> **Action item**
In the copy of these records, include no pictures and change nothing else.

> **Task material**
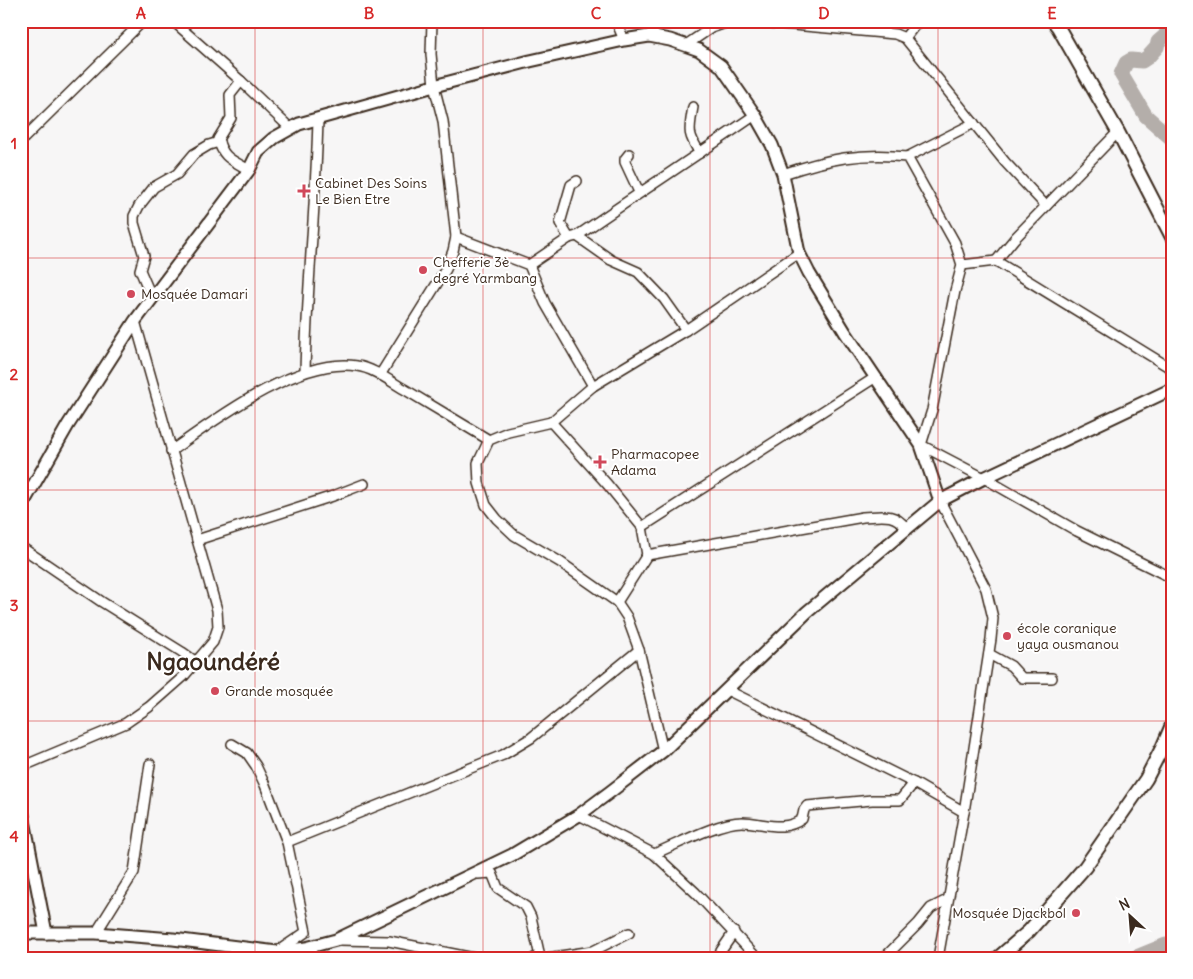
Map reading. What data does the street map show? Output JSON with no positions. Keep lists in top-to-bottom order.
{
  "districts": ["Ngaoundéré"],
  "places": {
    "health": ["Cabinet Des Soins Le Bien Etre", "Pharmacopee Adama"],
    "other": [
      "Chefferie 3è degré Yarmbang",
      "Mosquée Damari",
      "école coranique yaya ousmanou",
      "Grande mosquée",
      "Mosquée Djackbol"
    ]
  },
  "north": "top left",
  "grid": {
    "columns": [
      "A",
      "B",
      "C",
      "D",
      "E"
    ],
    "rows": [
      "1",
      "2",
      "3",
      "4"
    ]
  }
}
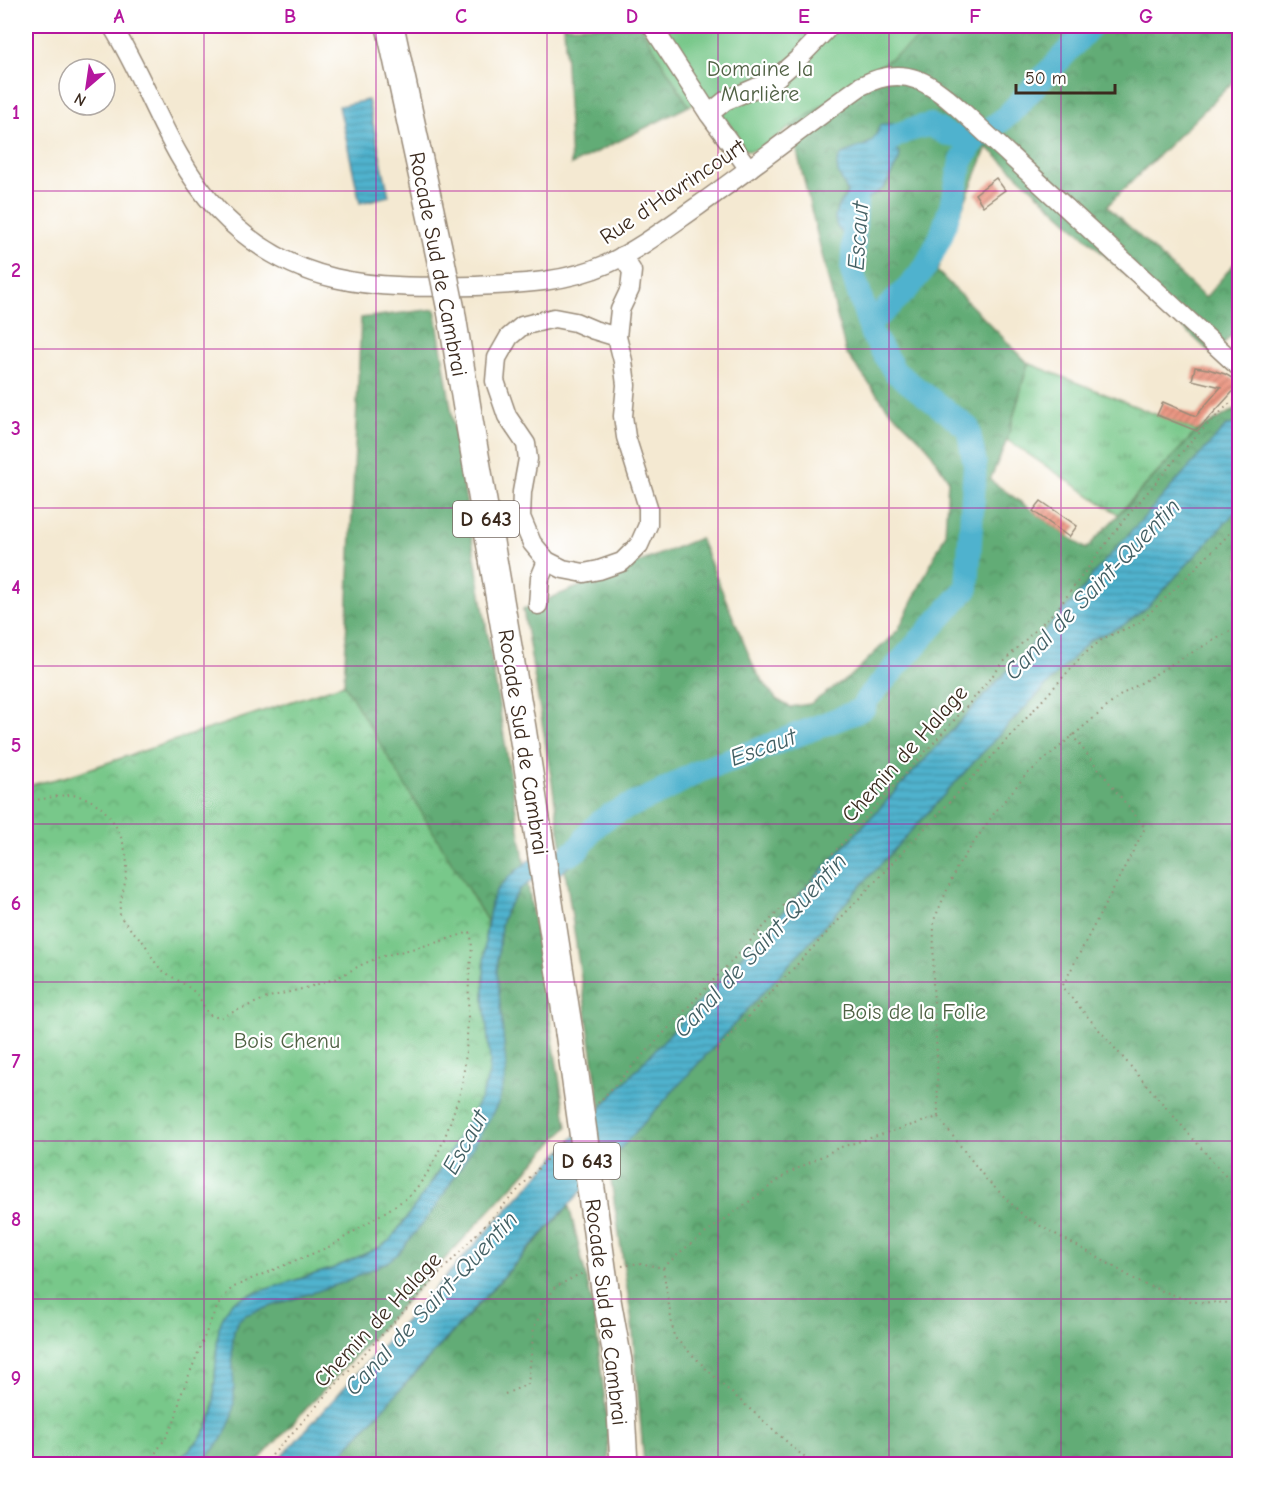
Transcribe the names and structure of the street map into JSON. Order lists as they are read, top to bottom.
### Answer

> **Reply**
Map reading. What data does the street map show? Output JSON with no positions. Keep lists in top-to-bottom order.
{
  "districts": ["Ngaoundéré"],
  "places": {
    "health": ["Cabinet Des Soins Le Bien Etre", "Pharmacopee Adama"],
    "other": [
      "Chefferie 3è degré Yarmbang",
      "Mosquée Damari",
      "école coranique yaya ousmanou",
      "Grande mosquée",
      "Mosquée Djackbol"
    ]
  },
  "north": "top left",
  "grid": {
    "columns": [
      "A",
      "B",
      "C",
      "D",
      "E"
    ],
    "rows": [
      "1",
      "2",
      "3",
      "4"
    ]
  }
}
Transcribe the names and structure of the street map into JSON. Order lists as they are read, top to bottom.
### Answer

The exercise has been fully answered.